The LINQ to HPC and DSC Object Models

The following figure illustrates the main object types that you use to create LINQ to HPC queries.

Overview of DryadLINQ and DSC objects

Figure 1. Overview of LINQ to HPC and DSC objects

You must first construct an HpcLinqConfiguration object that specifies the head node of the HPC cluster that your queries will use. You can also set other options. See Configuring LINQ to HPC Queries for more information. Next, you create an HpcLinqContext object and pass the configuration object as an argument to the constructor.

An HpcLinqContext object can be used in two ways.

  • If you read the context object’s DscService property, you get a DscService object that has methods that enable you to create DSC file sets, add DSC nodes, and perform other management functions for the DSC server-side component that runs on the HPC cluster’s head node. For example, if you invoke the CreateFileSet method, the system creates a new empty file set on the cluster, and then returns a DscFileSet object that represents the newly created file set. For more information, see Creating DSC File Sets.

  • If you invoke the context object’s FromDsc method, the system creates a new distributed query that can read the records of an existing DSC file set on the HPC cluster. The Microsoft® .NET type of the query is IQueryable<T>. For more information about basic queries, see Querying DSC File Sets. For information about advanced queries, see Implementing Distributed Algorithms by Using LINQ to HPC.

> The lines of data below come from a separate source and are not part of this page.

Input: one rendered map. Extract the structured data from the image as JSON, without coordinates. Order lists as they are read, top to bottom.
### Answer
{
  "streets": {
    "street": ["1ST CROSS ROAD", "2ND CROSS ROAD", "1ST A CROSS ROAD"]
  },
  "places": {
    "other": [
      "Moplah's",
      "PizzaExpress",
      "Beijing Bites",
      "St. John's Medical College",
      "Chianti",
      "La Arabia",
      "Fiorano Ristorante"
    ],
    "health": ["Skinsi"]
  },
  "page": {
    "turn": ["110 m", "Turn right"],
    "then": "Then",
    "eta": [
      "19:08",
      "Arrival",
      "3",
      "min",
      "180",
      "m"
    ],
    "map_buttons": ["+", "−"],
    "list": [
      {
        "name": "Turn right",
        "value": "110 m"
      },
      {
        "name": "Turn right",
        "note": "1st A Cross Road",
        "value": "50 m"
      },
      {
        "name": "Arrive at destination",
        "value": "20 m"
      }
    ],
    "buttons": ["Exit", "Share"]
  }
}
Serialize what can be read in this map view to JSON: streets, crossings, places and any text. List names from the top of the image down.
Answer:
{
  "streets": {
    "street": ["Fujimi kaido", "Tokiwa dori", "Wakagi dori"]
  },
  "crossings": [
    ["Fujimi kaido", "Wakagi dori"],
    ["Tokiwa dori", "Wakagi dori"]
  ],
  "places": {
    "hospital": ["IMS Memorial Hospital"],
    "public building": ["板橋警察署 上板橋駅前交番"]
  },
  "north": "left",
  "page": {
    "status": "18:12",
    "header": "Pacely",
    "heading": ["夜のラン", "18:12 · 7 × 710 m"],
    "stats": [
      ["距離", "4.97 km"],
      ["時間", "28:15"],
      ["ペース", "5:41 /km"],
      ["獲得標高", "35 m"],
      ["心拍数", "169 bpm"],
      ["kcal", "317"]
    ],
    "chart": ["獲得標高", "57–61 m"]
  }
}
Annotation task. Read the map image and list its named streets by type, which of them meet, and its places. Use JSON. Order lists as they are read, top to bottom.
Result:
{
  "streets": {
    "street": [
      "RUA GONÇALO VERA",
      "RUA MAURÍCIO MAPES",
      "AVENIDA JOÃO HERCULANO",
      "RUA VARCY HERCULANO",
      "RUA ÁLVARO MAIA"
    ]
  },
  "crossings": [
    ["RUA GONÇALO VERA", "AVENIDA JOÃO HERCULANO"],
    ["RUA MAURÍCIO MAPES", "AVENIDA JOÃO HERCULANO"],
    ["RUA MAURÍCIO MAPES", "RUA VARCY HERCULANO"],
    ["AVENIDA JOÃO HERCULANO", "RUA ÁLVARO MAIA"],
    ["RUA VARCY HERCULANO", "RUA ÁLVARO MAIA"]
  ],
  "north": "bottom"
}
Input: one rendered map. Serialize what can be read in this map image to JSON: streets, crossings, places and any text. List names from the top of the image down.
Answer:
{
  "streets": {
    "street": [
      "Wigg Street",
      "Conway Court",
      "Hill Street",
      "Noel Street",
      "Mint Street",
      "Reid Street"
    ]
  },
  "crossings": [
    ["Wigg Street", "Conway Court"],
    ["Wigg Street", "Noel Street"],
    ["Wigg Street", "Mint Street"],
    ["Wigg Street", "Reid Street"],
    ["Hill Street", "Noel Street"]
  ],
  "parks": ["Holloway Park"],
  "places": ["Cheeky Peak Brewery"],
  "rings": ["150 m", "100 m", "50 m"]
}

A LINQ to HPC query that is created by the FromDsc method processes individual records from a given file set. As you add LINQ operators such as Select and GroupBy to your query, you can think of the underlying file set as either a sequence of objects that you have previously saved, or as a sequence of text lines. In other words, a record can be a line of text (represented by the LineRecord class), or a previously saved object of a serializable .NET type.

Although LINQ to HPC queries view file sets as a sequence of records, the DSC stores the individual data records that reside on the HPC cluster in segments called DSC files. Each DSC file is stored on an individual DSC node (a computer). DSC files are implemented by using ordinary NTFS files. The DscFile class represents a subsequence of the records that are stored in the DSC file set. (DSC files may optionally be replicated across multiple DSC nodes for performance and fault tolerance.)

The following diagram illustrates how a DSC file set is divided into DSC files that are distributed across the DSC nodes of the cluster.

Division of a file set

Figure 2. A DSC file set

Note

In addition to the API, you can also use a command-line utility named Dsc.exe to manage the DSC. You can use Dsc.exe to create and delete file sets, add DSC files to file sets, and specify which DSC nodes will be used to store DSC files. See DSC Command-Line Reference for more information.

Even though DSC file sets are partitioned across the DSC nodes of the HPC cluster into DSC files, you need only a single LINQ to HPC query in your application to interact with the data. The LINQ to HPC and DSC components that run on the HPC head node handle the details of executing queries in a distributed manner across the DSC nodes. In addition, if a LINQ to HPC query produces intermediate results, they are automatically managed by the server-side components so that there is distributed processing in subsequent stages of the query. This situation occurs, for example, when two query operations are performed in succession, such as a GroupBy operation followed by a Select operation.

The following figure illustrates how a Select query works in a distributed environment.

The execution of a distributed Select query

Figure 3. Execution of a distributed Select query

Figure 3 shows how the query Select(x => f(x)) is executed. LINQ to HPC invokes the method f in a distributed manner. It automatically compiles the code needed to run the Select query, and copies that code to the DSC nodes of the cluster. Server-side components then run the code on each node and simultaneously process the DSC files that make up the input file set. The output may be saved as a new DSC file set, or used immediately for queries that contain multiple operations. The results of the operations are divided into separate DSC files in a way that matches the distribution of the input file set.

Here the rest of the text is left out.